Keine Flüchtlingsanerkennung eines Iraners, der in Deutschland zum christlichen Glauben konvertiert ist. Ausnahmsweise steht § 28 Abs. 2 AsylVfG einer Flüchtlingsanerkennung im Falle einer behaupteten Konversion nicht entgegen, wenn der Glaubenswechsel nicht nur vordergründig und "auf dem Papier" (Taufschein) vollzogen wird, sondern eine ernsthafte Hinwendung zum (hier) christlichen Glauben vorliegt. Das Gericht hält die Einlassung des Klägers vorliegend jedoch für ein Lippenbekenntnis zum Zwecke der Erlangung eines Aufenthaltstitels.

Schlagwörter:
Normen: AufenthG § 60 Abs. 1, AsylVfG § 28 Abs. 2,
Auszüge:

[...]

Dem Kläger kann die Flüchtlingseigenschaft nach § 60 Abs. 1 AufenthG nicht zuerkannt werden. [...]

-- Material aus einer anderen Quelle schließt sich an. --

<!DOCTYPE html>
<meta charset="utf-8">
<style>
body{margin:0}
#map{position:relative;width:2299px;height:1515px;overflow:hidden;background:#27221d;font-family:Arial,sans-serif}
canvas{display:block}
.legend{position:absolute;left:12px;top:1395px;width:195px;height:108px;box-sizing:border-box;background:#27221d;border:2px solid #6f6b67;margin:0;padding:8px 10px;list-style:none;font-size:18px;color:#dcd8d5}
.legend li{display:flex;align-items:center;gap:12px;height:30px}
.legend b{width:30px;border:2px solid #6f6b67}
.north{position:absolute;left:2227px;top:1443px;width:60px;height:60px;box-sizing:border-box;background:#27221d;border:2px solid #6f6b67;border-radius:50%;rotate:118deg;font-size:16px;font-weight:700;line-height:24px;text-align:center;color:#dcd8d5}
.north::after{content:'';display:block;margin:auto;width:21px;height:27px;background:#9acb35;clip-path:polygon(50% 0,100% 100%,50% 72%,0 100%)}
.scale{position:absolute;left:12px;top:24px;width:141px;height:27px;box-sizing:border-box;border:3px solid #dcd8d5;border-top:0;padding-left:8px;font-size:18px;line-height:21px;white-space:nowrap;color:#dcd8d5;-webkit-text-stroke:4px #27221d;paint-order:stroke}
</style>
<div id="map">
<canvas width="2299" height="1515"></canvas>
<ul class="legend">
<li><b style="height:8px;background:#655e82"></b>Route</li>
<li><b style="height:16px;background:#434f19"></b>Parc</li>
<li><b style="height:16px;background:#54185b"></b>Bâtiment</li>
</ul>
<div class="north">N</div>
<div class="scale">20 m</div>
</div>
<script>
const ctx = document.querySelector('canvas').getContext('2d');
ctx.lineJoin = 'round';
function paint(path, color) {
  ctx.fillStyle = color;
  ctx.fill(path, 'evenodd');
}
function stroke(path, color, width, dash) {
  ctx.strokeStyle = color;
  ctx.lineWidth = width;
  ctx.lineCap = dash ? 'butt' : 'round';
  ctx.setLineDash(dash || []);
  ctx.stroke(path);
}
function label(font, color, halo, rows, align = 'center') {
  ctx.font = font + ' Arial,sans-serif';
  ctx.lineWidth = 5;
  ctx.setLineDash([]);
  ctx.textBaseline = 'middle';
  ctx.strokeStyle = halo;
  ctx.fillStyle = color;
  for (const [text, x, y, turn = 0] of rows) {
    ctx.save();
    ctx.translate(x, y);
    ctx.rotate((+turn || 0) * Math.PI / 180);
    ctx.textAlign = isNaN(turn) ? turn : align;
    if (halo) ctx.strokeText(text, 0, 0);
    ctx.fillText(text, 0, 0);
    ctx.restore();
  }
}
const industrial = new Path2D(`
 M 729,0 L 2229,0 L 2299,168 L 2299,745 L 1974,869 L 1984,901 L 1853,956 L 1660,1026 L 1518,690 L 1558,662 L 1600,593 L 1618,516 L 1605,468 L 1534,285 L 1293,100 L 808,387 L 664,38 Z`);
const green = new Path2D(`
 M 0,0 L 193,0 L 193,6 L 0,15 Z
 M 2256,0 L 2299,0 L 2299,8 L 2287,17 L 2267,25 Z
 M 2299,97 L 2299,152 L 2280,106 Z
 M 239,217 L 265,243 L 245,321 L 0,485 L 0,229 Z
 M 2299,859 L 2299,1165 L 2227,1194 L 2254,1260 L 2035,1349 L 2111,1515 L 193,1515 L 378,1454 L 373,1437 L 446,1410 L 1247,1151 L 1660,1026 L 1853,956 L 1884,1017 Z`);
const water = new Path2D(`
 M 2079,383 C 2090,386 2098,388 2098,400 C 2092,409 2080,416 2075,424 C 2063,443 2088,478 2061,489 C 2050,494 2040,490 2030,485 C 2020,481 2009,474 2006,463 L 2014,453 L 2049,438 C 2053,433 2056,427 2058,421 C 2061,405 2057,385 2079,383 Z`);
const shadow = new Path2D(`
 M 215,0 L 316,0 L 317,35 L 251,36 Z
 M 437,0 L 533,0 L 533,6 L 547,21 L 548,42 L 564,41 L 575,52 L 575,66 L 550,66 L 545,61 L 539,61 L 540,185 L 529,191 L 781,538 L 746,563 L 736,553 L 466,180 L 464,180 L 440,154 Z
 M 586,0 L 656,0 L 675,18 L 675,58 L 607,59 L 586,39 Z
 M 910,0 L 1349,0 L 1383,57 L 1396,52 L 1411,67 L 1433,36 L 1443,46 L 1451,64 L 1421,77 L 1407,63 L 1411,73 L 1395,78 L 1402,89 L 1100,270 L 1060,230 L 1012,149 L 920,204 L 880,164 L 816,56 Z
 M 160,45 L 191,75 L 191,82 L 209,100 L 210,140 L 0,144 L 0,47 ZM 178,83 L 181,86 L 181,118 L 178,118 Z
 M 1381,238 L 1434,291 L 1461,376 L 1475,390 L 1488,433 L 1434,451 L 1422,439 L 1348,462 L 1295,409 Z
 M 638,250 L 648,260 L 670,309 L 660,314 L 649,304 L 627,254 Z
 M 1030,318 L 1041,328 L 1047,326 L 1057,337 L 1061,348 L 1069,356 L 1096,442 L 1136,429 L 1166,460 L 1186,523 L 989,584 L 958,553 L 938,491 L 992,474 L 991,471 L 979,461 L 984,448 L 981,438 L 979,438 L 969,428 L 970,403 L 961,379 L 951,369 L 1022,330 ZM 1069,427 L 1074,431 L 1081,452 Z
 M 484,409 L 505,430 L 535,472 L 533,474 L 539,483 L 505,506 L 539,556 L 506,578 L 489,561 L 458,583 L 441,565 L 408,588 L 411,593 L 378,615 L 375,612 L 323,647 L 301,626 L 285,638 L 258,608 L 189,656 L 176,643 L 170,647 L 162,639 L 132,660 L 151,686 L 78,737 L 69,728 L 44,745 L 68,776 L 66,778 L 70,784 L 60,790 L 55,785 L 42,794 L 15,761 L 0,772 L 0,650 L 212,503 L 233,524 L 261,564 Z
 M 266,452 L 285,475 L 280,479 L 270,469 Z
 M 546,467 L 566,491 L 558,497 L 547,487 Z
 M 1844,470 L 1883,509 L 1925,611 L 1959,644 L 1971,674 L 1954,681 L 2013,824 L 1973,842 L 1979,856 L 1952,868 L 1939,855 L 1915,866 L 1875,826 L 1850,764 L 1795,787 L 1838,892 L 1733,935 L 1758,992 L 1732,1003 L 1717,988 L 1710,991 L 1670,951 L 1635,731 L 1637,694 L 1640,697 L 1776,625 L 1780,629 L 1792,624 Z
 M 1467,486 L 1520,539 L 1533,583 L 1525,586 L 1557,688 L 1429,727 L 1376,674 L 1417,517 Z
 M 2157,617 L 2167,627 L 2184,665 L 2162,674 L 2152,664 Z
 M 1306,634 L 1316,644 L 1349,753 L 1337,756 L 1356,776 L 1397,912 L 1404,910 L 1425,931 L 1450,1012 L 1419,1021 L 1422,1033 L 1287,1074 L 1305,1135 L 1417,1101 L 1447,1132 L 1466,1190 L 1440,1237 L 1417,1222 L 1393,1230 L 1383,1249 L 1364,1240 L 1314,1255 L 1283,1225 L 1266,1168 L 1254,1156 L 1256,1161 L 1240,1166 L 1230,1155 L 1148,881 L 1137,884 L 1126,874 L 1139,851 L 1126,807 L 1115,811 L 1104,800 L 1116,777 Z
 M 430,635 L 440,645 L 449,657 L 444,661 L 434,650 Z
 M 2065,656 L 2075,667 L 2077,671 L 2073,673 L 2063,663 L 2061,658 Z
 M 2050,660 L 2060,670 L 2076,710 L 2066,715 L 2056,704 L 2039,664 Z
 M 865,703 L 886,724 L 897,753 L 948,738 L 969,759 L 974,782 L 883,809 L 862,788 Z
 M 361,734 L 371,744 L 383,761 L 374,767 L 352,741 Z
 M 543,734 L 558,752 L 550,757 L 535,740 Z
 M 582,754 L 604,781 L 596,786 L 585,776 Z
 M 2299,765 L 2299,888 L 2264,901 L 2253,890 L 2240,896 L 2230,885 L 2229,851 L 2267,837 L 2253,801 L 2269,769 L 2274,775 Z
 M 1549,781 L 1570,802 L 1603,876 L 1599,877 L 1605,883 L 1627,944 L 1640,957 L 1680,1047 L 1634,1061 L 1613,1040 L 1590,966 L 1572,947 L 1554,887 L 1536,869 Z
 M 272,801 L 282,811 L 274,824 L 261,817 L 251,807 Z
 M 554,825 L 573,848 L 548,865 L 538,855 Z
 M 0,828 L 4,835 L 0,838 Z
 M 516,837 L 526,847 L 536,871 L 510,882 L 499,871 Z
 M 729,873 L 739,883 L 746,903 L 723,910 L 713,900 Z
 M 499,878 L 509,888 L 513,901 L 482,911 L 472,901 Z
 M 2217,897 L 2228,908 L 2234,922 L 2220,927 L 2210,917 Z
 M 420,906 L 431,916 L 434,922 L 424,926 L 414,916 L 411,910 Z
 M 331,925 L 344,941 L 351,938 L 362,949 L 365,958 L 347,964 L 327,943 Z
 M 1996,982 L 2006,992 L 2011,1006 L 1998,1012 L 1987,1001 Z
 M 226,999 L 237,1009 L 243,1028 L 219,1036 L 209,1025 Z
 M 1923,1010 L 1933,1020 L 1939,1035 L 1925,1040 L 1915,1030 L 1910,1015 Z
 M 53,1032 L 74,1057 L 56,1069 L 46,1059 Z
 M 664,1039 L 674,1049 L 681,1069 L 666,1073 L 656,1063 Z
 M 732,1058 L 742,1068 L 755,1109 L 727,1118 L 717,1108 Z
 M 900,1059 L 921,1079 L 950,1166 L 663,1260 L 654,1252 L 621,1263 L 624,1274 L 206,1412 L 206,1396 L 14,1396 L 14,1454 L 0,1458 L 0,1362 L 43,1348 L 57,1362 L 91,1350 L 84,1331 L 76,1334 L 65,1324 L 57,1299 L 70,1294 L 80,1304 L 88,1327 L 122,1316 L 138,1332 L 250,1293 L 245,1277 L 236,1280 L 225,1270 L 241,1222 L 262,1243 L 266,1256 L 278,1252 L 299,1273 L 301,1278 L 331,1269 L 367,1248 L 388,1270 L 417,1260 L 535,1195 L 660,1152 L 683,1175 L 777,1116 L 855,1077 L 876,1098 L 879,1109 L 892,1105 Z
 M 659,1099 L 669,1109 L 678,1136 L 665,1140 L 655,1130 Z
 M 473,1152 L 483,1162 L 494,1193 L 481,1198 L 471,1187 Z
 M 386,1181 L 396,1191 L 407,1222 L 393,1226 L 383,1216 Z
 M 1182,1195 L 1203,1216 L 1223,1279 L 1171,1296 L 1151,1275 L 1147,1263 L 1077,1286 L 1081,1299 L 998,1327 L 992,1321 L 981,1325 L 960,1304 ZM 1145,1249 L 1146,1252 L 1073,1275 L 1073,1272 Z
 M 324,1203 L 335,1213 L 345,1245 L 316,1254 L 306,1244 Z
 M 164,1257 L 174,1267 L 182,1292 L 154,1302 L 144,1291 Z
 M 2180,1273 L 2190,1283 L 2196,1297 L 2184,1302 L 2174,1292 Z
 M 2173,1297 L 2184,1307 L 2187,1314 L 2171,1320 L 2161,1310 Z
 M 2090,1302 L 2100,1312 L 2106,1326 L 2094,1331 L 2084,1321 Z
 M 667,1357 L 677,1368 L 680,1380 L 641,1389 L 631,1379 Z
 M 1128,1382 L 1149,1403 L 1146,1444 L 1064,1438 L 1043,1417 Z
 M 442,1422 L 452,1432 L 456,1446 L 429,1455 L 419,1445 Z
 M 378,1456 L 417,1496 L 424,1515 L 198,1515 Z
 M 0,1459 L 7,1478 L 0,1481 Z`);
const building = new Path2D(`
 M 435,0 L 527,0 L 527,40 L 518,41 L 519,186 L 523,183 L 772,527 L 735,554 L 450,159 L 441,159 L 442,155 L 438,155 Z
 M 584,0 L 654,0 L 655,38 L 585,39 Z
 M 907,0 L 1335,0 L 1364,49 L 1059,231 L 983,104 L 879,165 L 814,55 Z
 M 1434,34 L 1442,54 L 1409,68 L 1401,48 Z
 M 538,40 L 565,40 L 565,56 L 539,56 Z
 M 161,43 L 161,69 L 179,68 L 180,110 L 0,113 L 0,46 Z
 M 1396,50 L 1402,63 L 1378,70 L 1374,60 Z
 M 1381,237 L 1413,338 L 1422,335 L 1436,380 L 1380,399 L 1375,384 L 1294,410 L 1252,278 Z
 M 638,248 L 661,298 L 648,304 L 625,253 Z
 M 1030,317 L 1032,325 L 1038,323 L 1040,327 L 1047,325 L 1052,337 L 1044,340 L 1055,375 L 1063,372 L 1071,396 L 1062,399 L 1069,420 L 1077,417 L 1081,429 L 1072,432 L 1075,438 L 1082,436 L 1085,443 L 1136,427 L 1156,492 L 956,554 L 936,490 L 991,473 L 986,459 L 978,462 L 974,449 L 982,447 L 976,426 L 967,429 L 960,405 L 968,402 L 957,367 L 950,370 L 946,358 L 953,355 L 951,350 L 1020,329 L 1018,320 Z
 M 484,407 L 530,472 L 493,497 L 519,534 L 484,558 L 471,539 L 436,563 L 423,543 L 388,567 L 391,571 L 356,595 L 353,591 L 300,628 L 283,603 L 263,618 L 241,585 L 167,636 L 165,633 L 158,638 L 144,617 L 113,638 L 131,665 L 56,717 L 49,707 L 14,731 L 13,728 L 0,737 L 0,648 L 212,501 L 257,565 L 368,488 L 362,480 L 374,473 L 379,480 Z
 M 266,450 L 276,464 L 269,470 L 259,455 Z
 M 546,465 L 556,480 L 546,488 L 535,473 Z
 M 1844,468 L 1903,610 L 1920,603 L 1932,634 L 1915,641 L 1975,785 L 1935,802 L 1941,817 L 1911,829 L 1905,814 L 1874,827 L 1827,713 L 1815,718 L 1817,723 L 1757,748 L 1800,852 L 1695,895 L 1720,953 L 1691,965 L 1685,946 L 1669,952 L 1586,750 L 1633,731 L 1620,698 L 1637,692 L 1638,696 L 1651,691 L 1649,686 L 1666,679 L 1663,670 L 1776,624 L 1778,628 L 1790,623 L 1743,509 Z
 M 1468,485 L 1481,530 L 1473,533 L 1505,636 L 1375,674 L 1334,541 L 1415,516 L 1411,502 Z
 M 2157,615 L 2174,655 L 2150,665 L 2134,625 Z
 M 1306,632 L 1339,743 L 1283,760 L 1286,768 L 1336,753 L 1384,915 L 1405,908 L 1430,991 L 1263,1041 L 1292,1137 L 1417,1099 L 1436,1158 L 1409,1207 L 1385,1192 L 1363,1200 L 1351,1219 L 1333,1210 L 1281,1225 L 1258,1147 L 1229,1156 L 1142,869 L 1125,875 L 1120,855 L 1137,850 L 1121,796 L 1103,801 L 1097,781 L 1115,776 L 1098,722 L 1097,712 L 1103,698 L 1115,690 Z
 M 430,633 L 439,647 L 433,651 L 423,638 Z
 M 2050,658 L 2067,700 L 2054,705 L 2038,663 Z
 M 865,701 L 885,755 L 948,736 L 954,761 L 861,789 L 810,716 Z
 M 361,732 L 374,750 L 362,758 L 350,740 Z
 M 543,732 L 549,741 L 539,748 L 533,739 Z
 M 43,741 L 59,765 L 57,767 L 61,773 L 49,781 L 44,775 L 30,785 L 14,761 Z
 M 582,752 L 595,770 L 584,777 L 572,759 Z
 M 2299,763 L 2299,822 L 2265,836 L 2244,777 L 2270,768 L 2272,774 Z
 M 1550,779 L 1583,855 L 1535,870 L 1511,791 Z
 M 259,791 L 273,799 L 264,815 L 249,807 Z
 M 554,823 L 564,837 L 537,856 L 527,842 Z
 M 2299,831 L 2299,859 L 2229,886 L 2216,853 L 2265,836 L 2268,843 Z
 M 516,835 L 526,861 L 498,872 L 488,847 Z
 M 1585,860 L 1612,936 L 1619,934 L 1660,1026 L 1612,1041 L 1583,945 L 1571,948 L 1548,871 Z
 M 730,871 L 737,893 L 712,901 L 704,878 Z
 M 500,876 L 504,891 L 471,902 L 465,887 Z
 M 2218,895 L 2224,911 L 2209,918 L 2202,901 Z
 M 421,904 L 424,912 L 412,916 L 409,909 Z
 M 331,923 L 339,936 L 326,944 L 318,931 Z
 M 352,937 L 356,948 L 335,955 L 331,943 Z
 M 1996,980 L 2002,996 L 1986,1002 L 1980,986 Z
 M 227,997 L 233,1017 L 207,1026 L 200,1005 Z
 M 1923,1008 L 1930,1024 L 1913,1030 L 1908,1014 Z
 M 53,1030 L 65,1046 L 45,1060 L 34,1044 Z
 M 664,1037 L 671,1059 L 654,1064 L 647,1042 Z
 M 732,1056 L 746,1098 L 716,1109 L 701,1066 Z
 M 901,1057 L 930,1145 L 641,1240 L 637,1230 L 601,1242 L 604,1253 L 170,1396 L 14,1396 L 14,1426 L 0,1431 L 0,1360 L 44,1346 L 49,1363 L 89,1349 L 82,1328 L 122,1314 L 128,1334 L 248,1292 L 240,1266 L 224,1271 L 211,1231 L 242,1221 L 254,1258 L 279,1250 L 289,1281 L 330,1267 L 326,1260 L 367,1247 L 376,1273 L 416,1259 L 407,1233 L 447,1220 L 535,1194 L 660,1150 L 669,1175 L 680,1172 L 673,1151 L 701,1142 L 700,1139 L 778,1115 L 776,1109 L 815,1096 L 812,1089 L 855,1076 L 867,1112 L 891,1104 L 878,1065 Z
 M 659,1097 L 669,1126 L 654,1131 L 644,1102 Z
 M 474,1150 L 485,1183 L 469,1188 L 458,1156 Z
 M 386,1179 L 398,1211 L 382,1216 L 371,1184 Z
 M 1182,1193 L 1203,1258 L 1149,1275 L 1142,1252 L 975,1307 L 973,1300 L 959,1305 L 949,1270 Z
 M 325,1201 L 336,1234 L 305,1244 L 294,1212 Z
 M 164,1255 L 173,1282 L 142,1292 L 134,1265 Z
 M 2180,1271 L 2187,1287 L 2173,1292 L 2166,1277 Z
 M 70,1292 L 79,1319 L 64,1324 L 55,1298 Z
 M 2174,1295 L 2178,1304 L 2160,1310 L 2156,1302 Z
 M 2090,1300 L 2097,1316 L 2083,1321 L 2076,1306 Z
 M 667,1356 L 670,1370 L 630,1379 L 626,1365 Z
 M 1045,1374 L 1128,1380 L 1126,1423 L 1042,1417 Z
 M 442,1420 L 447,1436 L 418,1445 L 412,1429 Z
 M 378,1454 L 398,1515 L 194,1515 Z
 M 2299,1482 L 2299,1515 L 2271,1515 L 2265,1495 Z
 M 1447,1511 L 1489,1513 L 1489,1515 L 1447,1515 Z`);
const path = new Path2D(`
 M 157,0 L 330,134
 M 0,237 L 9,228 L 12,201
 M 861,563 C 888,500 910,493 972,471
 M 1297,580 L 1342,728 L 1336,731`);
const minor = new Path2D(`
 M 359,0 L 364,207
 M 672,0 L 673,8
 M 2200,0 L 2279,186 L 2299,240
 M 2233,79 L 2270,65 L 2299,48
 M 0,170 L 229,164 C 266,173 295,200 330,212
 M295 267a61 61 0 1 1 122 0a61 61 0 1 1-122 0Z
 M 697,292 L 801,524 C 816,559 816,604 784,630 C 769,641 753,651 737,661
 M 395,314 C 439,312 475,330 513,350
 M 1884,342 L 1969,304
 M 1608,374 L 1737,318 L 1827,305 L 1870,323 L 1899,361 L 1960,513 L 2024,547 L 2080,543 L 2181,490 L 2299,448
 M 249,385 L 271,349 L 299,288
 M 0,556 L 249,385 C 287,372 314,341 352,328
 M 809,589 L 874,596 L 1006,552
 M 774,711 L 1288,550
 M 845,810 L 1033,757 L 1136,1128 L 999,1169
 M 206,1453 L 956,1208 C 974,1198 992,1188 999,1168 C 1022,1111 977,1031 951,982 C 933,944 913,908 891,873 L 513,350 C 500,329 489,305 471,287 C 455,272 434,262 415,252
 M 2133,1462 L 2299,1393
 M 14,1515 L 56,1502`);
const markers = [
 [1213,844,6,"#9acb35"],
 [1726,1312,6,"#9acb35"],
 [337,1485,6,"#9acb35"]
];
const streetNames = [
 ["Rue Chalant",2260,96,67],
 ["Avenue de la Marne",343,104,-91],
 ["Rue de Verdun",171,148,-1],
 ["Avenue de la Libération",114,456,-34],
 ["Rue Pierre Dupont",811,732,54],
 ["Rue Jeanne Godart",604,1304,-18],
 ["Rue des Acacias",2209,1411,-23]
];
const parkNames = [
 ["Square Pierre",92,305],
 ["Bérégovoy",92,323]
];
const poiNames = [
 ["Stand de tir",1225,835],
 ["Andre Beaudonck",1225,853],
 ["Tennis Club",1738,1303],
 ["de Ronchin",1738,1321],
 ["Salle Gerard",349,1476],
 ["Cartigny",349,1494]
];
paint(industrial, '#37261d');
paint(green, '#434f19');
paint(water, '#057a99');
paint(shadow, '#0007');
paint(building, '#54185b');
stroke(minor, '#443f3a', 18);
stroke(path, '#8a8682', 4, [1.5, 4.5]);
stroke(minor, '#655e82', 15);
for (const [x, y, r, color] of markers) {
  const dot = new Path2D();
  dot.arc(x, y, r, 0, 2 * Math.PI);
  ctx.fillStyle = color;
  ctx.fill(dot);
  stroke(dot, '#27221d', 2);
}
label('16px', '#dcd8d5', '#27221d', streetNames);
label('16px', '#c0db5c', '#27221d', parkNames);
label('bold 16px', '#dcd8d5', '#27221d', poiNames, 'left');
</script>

Auf Nachfluchtgründe, denen § 28 AsylVfG nicht entgegensteht, kann sich der Kläger ebenfalls nicht mit Erfolg berufen. Soweit er angibt, zum christlichen Glauben konvertiert zu sein, hält das Gericht diese Einlassung für ein ergebnisorientiertes Lippenbekenntnis zum Zwecke der Erlangung eines Aufenthaltstitels. Nach § 28 Abs. 2 AsylVfG kann in der Regel die Flüchtlingseigenschaft nicht zuerkannt werden, wenn der Ausländer nach Rücknahme oder unanfechtbarer Ablehnung eines früheren Asylantrages erneut einen Asylantrag stellt und diesen auf Umstände stützt, die er nach Rücknahme oder unanfechtbarer Ablehnung seines früheren Antrags selbst geschaffen hat. Diese Voraussetzungen liegen hier vor, weil der Kläger sich auf einen Glaubenswechsel beruft, den er erst in Deutschland - also nach seiner Ausreise - vollzogen hat. Eine Ausnahme, die ein Abweichen von § 28 Abs. 2 AsylVfG zulässt, ist im Falle einer behaupteten Konversion dann anzuerkennen, wenn der Glaubenswechsel nicht nur vordergründig und "auf dem Papier" (Taufschein) vollzogen wird, sondern eine ernsthafte Hinwendung zum (hier) christlichen Glauben vorliegt (vgl. OVG Koblenz, Urt. vom 29.08.2007 - 1 A 10074/06 -, juris; VGH Kassel, Urt. vom 18.09.2008 - 8 UE 858/06.A -, juris; VG Düsseldorf, Urt. vom 07.07.2010 - 16 K 6522/09.A -, juris; VG Würzburg, Urt. vom 20.08.2009 - W 8 K 08.30148 -, juris; VG Augsburg, Urt. vom 14.04.2009 - Au 6 K 08.30098 -,juris; VG Lüneburg, Urt. vom 29.12.2008 - 1 A 154/06 -, juris; VG Freiburg, Urt, vom 21.11.2008 - A 5 K 1106/08 -, juris; Renner, AuslR 8. Aufl., § 28 AsylVfG Rn 17).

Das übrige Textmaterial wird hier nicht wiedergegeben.